The budget of the victims of the outbreak of this week of sectarian violence in Syria has exceeded 100, said a war monitoring group on Thursday, after the clashes between pro-government forces and militants of the Syrian minority Druse have spread to new areas.
But Thursday evening, the government representatives had brought agreements with the leaders of Druse in an attempt to calm violence. The move also seemed to be a step towards achieving the objective of the new government to integrate the complex network of armed groups that operated across the country in a national military. The leaders of the Sweida region controlled by druses, previously reluctant to join the government forces, expressed opening to do so.
The unrest began on Tuesday after an audio clip circulated on social media that demanded to be a drusian chicire that insults the prophet Muhammad. The cleric denied the accusation and the Ministry of the Interior of Syria said she was not involved.
However, the armed Sunnite Muslim extremist groups began to attack areas with large populations of druses, including the city of Jaramana near the capital, Damascus. Druse Militias replied in force and the government sent forces to repress the unrest.
On Wednesday, the clashes spread to another city on the southern suburbs of Damascus, Ashrafieh Sahnaya and Sweida, where they continued until Thursday morning.
Five important leaders of Druse have released a declaration on Thursday evening stating that the staff of the Ministry of the Interior and the judicial police “taken from the people” of Sweida “must be activated”, indicating the desire to unite the forces with the government.
They also said that the government forces were deploying to secure the way from Sweida to the capital, where clashes occurred on Wednesday. The government also agreed to send reinforcements to protect Jaramana, Druse leaders said.
Jibran, a doctor who edited some of the wounded in Sweida, said that a delegation of leaders of Sweida druse was an ambush while they went to Ashrafieh Sahnaya on Wednesday morning by the Bedouin tribal fighters with mortars and machine guns.
Although the government's security forces came later to restore the order, the Bedouin tribes that night began to bomb a checkpoint of the Druse militia in the city of Kanaker, south -west of Sweida, instigating another battle during the night, said Jibran, who asked to be identified only with his name due to the remaining threat of violence.

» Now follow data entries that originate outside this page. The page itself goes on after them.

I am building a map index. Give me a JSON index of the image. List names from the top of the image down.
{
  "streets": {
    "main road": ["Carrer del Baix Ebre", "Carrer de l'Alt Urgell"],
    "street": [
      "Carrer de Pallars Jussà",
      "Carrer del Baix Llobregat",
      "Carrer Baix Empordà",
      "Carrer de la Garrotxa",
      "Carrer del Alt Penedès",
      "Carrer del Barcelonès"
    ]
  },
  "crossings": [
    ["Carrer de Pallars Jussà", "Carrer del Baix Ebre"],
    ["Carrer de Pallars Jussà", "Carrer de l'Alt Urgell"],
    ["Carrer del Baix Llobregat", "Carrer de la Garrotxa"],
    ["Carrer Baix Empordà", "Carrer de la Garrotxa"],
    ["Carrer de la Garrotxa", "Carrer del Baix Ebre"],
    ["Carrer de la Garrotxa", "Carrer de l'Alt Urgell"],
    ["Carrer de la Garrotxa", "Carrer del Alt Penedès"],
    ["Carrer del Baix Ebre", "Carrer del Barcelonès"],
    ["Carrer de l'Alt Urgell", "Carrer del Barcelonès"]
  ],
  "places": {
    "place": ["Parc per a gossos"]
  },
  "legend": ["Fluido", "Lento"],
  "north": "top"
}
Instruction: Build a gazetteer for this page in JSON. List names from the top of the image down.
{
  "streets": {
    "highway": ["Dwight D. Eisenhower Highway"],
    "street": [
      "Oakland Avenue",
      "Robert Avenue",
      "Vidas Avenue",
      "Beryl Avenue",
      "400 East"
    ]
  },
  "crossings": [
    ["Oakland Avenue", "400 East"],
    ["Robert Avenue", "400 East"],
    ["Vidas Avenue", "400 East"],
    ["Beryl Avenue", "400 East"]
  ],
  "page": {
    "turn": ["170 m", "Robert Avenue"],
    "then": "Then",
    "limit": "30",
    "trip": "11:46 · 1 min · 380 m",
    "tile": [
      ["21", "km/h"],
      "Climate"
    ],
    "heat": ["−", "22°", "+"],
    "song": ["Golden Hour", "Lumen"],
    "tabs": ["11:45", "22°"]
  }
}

He said about 70 people had disappeared or were killed.
In a country where the minorities have already felt deeply vulnerable, the main outbreak of seventy violence of this week-the second since a rebellious coalition overturned President Bashar al-Assad and seized the power-he further exposed the fractures of Syria.
That coalition was led by the Islamist group Hayat Tahrir Al-Sham, who was once linked to Al Qaeda, and included other Islamist armed groups with more extreme ideologies. Many of these groups have not dissolved in the new national soldiers and the new Syria authorities have shown little ability to reincaricate them.
The Syrian Observatory for Human Rights, a war monitor based in Great Britain, said that the financial statements of the victims of three days of clashes has risen to 101 by Thursday.
The Observatory reported for the first time Thursday that 35 druses had been killed on the road by connecting Sweida to Damascus and five Druse fighters in a village in Sweida.
Those killed in Ashrafieh Sahnaya on Wednesday included a former mayor of the area, Hassan Warwar, and his son, said the observatory.
The Observatory said that 20 from the government's security forces were also killed in disorders this week and 10 by allied groups.
Druse practices a religion that is a derivation of Islam. Israel, who has a close relationship with Israeli Druse, also entered the fray on Wednesday, launching air attacks against what characterized as “agents” who had attacked the Syrian civilians Druse.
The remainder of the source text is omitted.